Rob Archibald’s new job involves plenty of seaside fresh air, though maybe a little too much of it at times. Since May he has been coxswain at Selsey Lifeboat Station, responsible for its two lifeboats – a high- performance all-weather vessel and an inflatable inshore boat – and often personally leading rescue missions.
The job does not come up very often. The previous coxswain, Martin Rudwick, held the post for 22 years and when he retired had clocked up 47 years of service with the RNLI. Rob himself has been with the organization since 1994. Selsey-born and bred, he remembers joining up at the age of just 19.
“At that time the honorary secretary of Selsey Lifeboat Station knew my dad and was looking for crew,” says Rob. “I had always spent a lot of time around the beach, swimming, and diving. I wouldn’t quite say I was told to join but I really wanted to do it anyway – I’d been looking at it for a while. I’d been life-saving with the Royal Life Saving Society and felt as if joining the RNLI was something I should do.”
Rob is able to draw on a wealth of experience in his new role, including mechanical expertise and almost ten years on fishing boats. He works full-time in the lifeboat station on Selsey seafront and is also a standby helmsman and mechanic for other stations throughout south-east England, able to step in to help crews from Southend round to Swanage.
Throughout his day in the boathouse, and after he has gone home too, he remains conscious that his pager could go off at any time, indicating a fresh emergency out at sea.
“The lifeboat operations manager’s pager goes off first,” explains Rob. “He calls the coastguard and agrees the lifeboat will respond. At the same time, everyone is heading for the boathouse as quickly as possible. Hopefully, the coastguard is in touch with the casualty and we are able to receive a good briefing as we walk through the door. As coxswain I pick the crew, we get our protective gear on and get going.”
Incredibly the all-weather lifeboat can be in the water just eight to ten minutes after the pagers initially go off. The inshore boat can be launched even faster – in five minutes or fewer.

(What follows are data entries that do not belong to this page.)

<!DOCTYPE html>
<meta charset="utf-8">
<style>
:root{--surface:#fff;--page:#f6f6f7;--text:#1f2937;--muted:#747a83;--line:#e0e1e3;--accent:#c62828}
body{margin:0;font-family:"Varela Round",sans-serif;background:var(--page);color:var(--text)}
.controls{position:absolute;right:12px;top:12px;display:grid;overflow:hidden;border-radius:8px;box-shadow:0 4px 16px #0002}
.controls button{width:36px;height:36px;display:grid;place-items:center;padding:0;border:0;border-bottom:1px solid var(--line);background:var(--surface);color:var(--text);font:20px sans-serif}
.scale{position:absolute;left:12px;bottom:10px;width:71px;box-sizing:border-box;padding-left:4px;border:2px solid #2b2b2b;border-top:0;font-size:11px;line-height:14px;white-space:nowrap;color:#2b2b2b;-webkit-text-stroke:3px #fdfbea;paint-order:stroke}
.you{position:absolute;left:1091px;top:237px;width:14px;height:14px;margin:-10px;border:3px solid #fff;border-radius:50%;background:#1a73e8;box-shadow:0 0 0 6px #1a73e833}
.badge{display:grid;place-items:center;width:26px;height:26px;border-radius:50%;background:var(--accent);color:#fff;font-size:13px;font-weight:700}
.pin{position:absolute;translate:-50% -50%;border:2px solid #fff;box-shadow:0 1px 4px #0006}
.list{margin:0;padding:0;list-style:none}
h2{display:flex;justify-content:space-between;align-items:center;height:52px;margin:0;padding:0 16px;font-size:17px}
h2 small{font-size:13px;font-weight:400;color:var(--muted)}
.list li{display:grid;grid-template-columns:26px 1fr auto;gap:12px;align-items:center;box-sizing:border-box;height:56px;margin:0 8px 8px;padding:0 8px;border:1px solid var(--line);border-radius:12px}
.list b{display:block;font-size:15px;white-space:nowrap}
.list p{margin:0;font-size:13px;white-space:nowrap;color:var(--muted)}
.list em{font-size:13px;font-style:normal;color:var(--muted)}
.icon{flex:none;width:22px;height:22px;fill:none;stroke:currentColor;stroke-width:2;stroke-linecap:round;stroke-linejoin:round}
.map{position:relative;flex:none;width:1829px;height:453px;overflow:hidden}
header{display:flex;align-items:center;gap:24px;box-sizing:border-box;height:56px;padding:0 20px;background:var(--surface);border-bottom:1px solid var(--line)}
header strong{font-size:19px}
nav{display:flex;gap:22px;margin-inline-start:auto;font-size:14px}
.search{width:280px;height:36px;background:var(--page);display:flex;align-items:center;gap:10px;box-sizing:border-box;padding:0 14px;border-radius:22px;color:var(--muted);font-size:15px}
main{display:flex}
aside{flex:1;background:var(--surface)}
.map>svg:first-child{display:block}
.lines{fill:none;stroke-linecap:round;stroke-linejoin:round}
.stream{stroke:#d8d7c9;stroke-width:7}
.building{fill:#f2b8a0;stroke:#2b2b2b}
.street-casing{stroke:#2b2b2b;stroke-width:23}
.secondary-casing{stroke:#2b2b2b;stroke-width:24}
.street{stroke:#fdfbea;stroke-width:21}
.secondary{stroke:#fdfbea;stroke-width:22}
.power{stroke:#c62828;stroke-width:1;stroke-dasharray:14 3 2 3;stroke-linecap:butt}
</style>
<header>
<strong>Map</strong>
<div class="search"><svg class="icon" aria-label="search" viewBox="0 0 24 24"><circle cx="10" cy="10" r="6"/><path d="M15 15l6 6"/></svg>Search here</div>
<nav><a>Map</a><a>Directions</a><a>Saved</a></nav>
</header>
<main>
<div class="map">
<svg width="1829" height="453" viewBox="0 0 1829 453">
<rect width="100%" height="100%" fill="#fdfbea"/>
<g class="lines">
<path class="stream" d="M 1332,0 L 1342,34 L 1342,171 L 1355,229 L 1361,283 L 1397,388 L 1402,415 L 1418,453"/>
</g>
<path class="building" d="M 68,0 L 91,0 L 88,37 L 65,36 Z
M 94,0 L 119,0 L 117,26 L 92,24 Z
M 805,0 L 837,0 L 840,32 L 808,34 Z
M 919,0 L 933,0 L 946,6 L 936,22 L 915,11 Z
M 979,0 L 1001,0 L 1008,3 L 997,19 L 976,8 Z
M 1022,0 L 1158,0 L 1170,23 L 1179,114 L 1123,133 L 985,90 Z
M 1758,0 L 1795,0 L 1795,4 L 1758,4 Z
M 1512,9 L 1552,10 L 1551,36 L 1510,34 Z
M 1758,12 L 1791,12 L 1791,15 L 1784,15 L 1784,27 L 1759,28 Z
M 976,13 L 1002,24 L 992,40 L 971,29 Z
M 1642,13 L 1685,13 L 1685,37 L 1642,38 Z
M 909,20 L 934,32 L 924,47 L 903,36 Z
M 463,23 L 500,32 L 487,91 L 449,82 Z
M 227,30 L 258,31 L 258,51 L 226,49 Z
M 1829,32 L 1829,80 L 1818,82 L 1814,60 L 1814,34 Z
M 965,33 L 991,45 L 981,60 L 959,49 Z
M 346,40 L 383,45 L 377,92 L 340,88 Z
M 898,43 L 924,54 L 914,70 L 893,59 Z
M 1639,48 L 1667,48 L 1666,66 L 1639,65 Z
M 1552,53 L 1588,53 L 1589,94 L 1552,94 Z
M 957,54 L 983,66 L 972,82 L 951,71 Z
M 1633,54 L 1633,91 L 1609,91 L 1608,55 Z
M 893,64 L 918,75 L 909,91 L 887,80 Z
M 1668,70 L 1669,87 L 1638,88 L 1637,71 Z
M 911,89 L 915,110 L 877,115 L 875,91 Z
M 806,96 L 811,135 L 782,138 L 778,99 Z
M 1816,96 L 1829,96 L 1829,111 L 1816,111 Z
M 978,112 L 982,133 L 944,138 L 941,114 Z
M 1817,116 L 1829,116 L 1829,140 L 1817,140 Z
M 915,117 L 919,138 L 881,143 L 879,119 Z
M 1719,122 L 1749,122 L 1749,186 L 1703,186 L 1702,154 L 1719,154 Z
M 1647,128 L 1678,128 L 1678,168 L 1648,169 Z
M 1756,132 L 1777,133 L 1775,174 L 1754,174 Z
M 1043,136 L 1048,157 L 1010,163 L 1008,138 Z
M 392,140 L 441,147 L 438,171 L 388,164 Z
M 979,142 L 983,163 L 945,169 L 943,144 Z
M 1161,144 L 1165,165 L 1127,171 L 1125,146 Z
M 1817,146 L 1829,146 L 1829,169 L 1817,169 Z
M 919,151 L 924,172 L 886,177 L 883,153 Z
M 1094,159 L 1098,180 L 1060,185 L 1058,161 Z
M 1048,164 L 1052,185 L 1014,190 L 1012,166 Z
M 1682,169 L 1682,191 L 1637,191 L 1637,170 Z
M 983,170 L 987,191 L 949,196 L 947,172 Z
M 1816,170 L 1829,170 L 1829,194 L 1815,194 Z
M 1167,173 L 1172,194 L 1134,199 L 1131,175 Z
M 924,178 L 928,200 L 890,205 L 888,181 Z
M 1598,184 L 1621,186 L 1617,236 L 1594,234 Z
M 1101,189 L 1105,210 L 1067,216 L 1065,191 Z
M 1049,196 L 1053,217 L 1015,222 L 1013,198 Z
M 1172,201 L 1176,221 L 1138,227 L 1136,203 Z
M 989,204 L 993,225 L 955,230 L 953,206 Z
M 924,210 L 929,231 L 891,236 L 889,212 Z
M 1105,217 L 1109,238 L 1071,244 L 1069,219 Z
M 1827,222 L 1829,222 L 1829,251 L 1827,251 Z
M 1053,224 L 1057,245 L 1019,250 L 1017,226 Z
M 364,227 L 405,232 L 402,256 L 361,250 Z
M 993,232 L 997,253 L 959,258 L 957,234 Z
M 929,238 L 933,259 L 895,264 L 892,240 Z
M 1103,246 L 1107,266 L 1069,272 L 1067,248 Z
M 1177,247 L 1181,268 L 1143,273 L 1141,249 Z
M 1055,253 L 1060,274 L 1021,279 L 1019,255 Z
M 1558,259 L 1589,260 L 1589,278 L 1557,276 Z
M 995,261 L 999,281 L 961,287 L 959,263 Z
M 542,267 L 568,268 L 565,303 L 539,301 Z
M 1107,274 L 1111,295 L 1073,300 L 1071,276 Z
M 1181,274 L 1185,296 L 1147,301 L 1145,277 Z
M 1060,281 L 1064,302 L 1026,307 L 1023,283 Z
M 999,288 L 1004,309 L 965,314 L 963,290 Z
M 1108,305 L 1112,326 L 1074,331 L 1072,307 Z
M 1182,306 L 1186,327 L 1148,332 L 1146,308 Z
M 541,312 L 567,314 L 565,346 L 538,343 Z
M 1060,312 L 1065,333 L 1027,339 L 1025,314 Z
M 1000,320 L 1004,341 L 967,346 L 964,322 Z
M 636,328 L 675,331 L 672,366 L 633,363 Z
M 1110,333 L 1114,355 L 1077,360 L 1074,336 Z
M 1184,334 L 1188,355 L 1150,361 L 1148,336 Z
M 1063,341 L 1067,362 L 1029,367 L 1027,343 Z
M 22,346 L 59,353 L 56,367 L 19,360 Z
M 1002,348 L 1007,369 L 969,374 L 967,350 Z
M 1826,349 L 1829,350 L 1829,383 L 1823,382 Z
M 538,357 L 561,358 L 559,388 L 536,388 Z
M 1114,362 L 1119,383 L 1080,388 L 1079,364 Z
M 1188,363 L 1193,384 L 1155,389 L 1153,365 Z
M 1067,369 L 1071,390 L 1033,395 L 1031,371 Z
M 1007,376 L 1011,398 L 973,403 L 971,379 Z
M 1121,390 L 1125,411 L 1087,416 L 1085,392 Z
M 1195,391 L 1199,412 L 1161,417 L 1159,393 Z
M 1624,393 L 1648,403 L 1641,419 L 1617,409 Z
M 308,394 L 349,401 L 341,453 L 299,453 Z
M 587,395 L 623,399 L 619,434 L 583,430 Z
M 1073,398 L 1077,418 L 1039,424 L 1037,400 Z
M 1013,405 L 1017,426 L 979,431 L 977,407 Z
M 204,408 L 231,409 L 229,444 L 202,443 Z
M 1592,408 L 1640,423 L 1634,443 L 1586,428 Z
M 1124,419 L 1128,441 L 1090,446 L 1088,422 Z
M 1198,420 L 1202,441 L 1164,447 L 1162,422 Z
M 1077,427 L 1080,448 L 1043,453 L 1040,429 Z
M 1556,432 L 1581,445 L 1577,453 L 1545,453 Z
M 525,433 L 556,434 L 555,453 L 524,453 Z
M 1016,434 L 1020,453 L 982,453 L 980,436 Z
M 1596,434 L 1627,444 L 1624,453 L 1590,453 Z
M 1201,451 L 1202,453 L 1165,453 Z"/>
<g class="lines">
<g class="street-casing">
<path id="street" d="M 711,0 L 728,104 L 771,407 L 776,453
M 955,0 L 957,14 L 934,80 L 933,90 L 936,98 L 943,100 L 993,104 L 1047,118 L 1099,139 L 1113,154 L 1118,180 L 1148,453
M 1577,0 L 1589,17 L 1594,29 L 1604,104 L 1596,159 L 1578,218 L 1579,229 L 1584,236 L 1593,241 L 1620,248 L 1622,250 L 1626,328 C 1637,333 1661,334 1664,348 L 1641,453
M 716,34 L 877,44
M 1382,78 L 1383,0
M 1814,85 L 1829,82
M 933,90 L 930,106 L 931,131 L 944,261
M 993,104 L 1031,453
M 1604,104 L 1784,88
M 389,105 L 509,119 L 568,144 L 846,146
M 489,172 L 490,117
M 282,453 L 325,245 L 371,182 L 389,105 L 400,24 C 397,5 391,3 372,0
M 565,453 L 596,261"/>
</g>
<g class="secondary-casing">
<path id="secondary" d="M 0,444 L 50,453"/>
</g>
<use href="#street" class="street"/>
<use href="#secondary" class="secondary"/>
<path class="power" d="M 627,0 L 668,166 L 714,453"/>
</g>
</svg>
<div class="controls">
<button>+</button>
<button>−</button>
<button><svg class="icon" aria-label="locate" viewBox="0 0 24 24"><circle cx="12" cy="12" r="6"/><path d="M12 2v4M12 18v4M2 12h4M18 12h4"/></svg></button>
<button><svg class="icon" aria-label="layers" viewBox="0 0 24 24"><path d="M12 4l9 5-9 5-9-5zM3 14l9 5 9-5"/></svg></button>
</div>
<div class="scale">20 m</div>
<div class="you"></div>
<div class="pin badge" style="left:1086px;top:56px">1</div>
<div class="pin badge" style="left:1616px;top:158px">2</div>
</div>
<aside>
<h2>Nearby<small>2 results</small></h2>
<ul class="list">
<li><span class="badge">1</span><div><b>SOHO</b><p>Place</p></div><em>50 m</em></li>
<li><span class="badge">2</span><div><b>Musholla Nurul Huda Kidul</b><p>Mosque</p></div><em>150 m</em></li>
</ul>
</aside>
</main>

The smooth operation relies on the input of quite a few people. Including himself, there are 19 lifeboat crew members available to Rob and ten shore crew, nearly all of them, volunteers. The ‘Shannon class’ all-weather lifeboat – named Denise and Eric in honor of two people who made a major donation towards it – needs six crew at a time with three shore-based helpers; the inshore ‘D class’ boat, called Flt Lt John Buckley RAF, requires three crew and two helpers onshore.